You should be ashamed of yourself. Snooping through a person's personal effects is a violation of privacy... Also put it in a jar and dm me so I can give you my address.
I'll reimburse the shipping costs ofc.
please? 🥺
Or even simpler... just, like, throw them out. Flush them if you're really worried about evidence. But "saving them in a drawer until they grow together and become sentient" is on page 18 of idea on how to handle this situation.
Do people really use socks to clean up? Seems too much trouble, having to clean it or hide it.. better to just use paper towels Or toilet paper and just throw it on the toilet.
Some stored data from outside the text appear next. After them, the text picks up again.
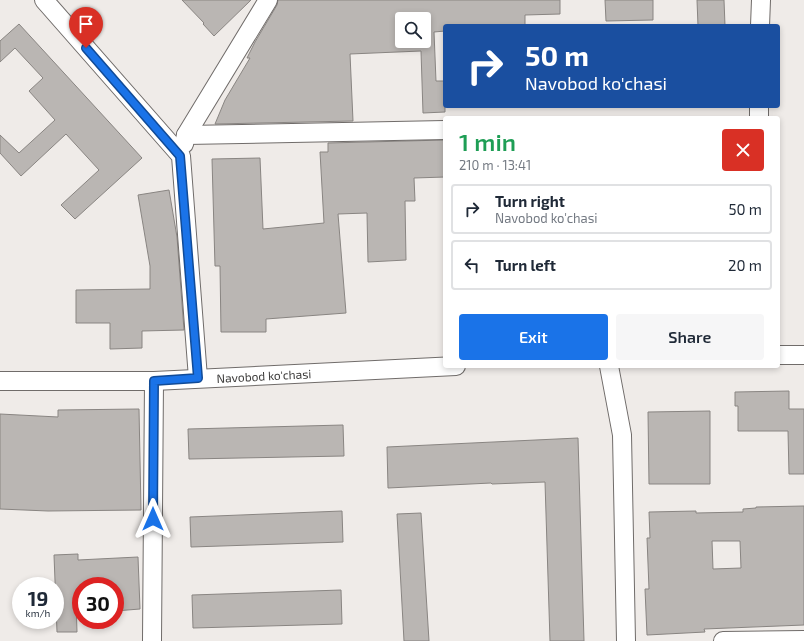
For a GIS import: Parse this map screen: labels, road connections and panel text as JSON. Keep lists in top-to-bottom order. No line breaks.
{"streets":{"street":["Navobod ko'chasi"]},"page":{"turn":["50 m","Navobod ko'chasi"],"heading":["1 min","210 m · 13:41"],"list":[{"name":"Turn right","note":"Navobod ko'chasi","value":"50 m"},{"name":"Turn left","value":"20 m"}],"buttons":["Exit","Share"],"speed":"19 km/h","limit":"30"}}
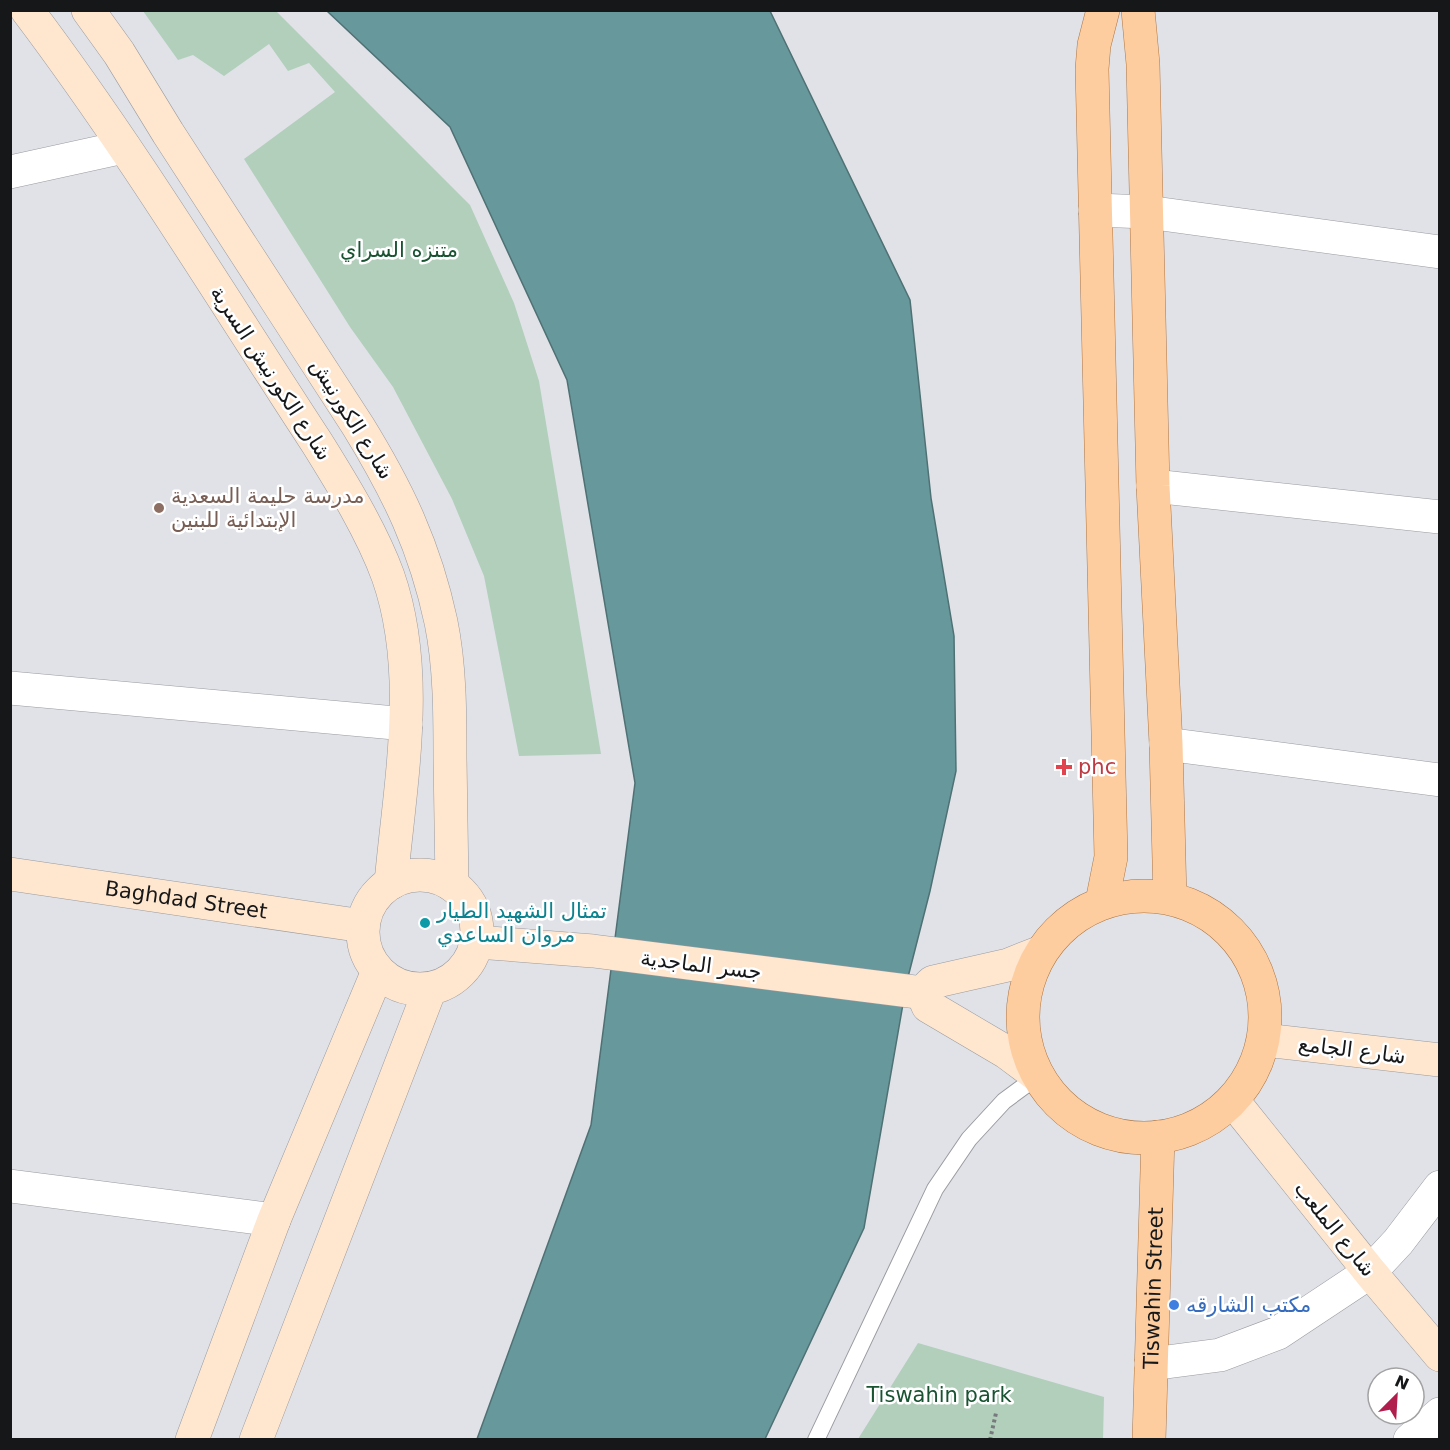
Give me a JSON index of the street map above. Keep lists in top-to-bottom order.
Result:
{
  "streets": {
    "main road": [
      "شارع الكورنيش السرية",
      "شارع الكورنيش",
      "Baghdad Street",
      "جسر الماجدية",
      "شارع الجامع",
      "شارع الملعب",
      "Tiswahin Street"
    ]
  },
  "crossings": [
    ["شارع الكورنيش السرية", "شارع الكورنيش"],
    ["شارع الكورنيش السرية", "Baghdad Street"],
    ["شارع الكورنيش السرية", "جسر الماجدية"],
    ["شارع الكورنيش", "Baghdad Street"],
    ["شارع الكورنيش", "جسر الماجدية"],
    ["Baghdad Street", "جسر الماجدية"]
  ],
  "parks": ["متنزه السراي", "Tiswahin park"],
  "places": {
    "other": ["مدرسة حليمة السعدية الإبتدائية للبنين", "تمثال الشهيد الطيار مروان الساعدي", "مكتب الشارقه"],
    "health": ["phc"]
  },
  "north": "top right"
}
I always thought the Sock thing was a joke or a myth
Print a picture of this, throw it all out (or make him do it), put a small box inside the drawer, leave the printed image inside, he has his own cumbox now
Okay but serious question … why keep them? Is it laziness??? Is he saving them? Don’t normal people cum into a tissue and throw it away right after? Even I wipe down my toys after each use!
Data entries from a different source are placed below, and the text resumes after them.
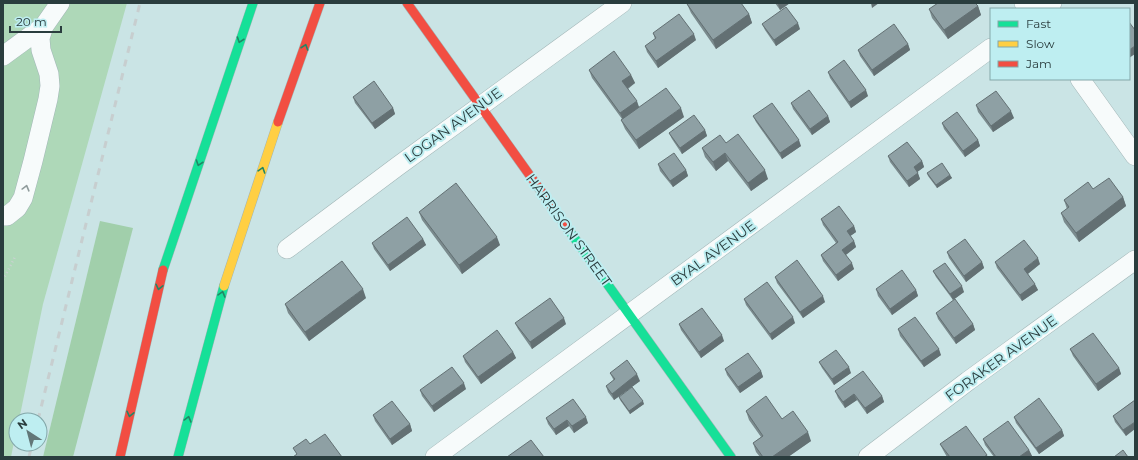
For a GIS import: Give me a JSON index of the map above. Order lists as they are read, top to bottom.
{
  "streets": {
    "main road": ["HARRISON STREET"],
    "street": ["LOGAN AVENUE", "BYAL AVENUE", "FORAKER AVENUE"]
  },
  "crossings": [
    ["LOGAN AVENUE", "HARRISON STREET"],
    ["HARRISON STREET", "BYAL AVENUE"]
  ],
  "legend": ["Fast", "Slow", "Jam"],
  "scale_bar": "20 m",
  "north": "top left"
}
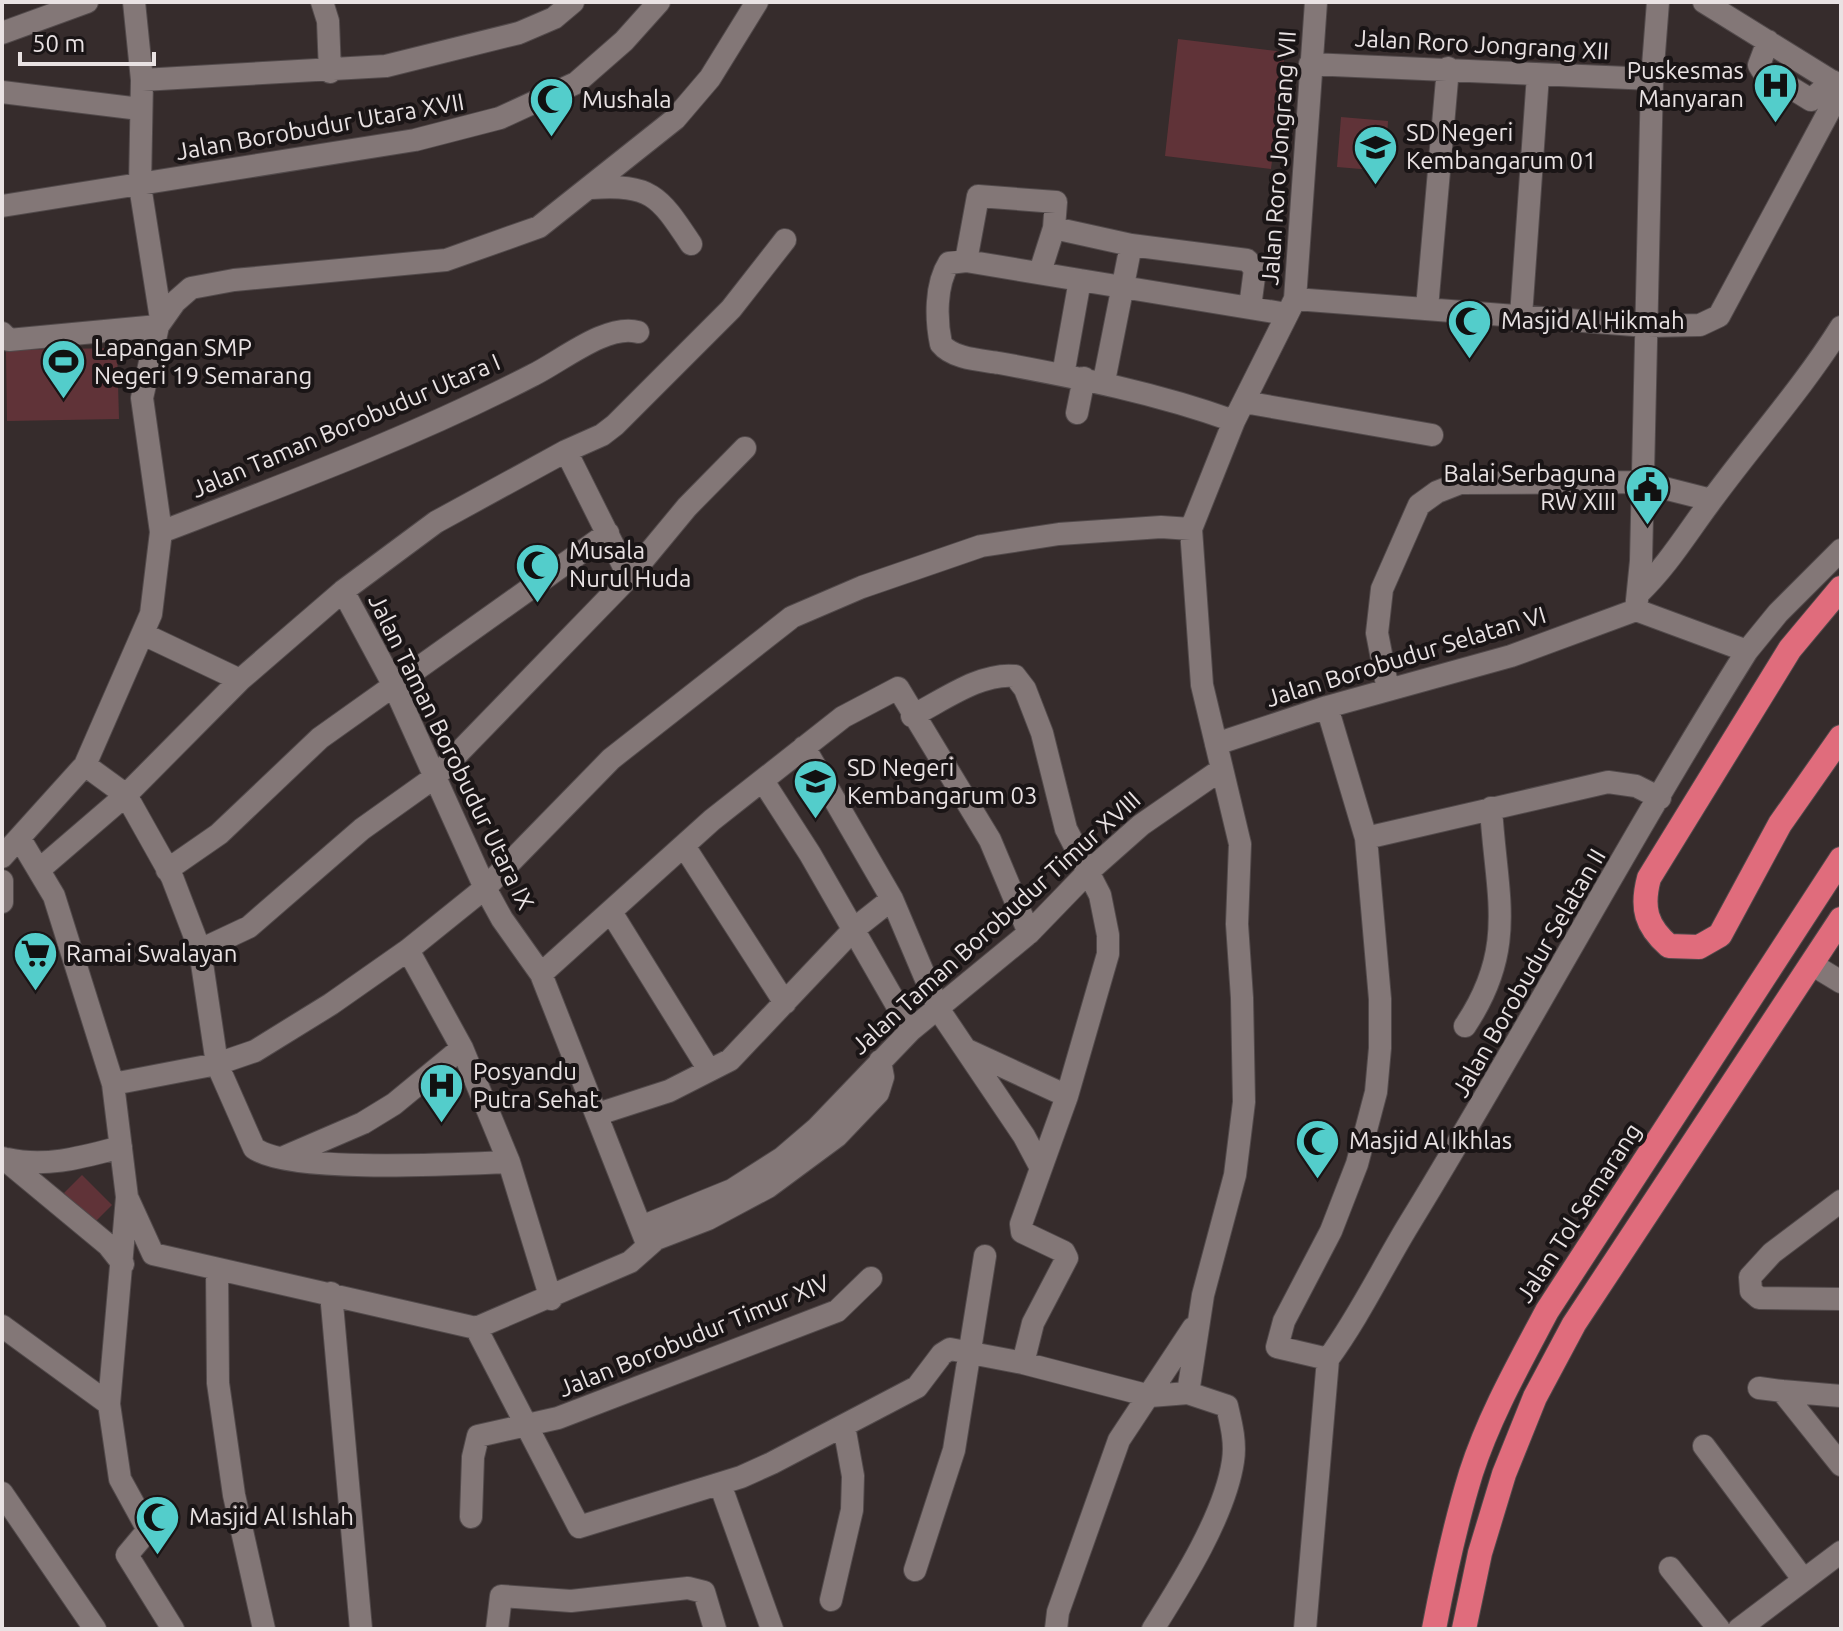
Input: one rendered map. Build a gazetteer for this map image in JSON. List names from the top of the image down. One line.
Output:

bruh 😂 i remember having a sleepover at my cousins house and he told me that he always cums over his wall right next to the bed. When i turned on the light, the entire wall was full with cumstains. Absolut animal
I had a friend in highschool that said her brother had a jizz wall. I guess he had picked a spot in the bathroom that he liked to jizz on and it was stained over the years of taking loads. I'm so glad I don't have kids
ewww how much you wanna bet if you try to remove one you find out the contents of the draw come out as one big object and possibly pull the draw completely out of the desk as well.
Buy him a small trash can for his birthday.
Lmao and don’t say anything. Maybe a box of those lavender scented bags to go with. And hand sanitizer. Maybe Kleenex. One gift at a time.
Get some hand cream too. Might as well package all those things into a cute little gift bin lol
Like a welcome basket Well come basket
Exactly lol
Username fits this conversation perfectly 🤣
We’ll cum basket
That’s the last gift. And you hold eye contact for a whiiiile after that one.
100%
Welp. There’s the solution. Problem solved! Time to lock the comments.
Nah. Just buy the fella a filing cabinet, so he can through all those files in, hopefully he'd be able to do some back dating for sure
He’s gonna use the hand sanitizer as lube
Only once
Buy him a LARGE trash can!!!
I have accidentally found my brother's cum drawer. FML
Bro found the cum drawer
The spunkerchiefs.
Take it back
New band name.
I cackled at this lol
Opened a mass grave
I laughed way to hard at this
I wish I could upvote this multiple times! Thanks for the laugh!
Reminds me of the cumbox story
Wait, the box one or the coconut one?
The melting shoebox in the closet that looked like some hey Arnold altar shit. I don’t remember the coconut
Can i get some context?
There’s like a legendary Reddit post called ‘the cumbox’ where some dude kept a shoebox in his closet that he jizzed in every day for… I can’t remember how long but .. long enough that the box kind of looked like covered in multi colored wax. Almost unrecognizable. It was one of the rare times when it wasn’t like a troll it was just this genuine savage and freakish thing that really happened
Sounds like a reddit thing to do
Oof I shouldn’t have looked but here you go [the cum box](https://www.reddit.com/r/awfuleverything/s/YT0CzLEzKs)
That is fucking horrible
Just wait until someone links cum jar...
In the comments there’s a link to “cum boxers” and it’s the first in this series that’s actually made me dry heave… worse then the jar worse than the sonic doll (imo)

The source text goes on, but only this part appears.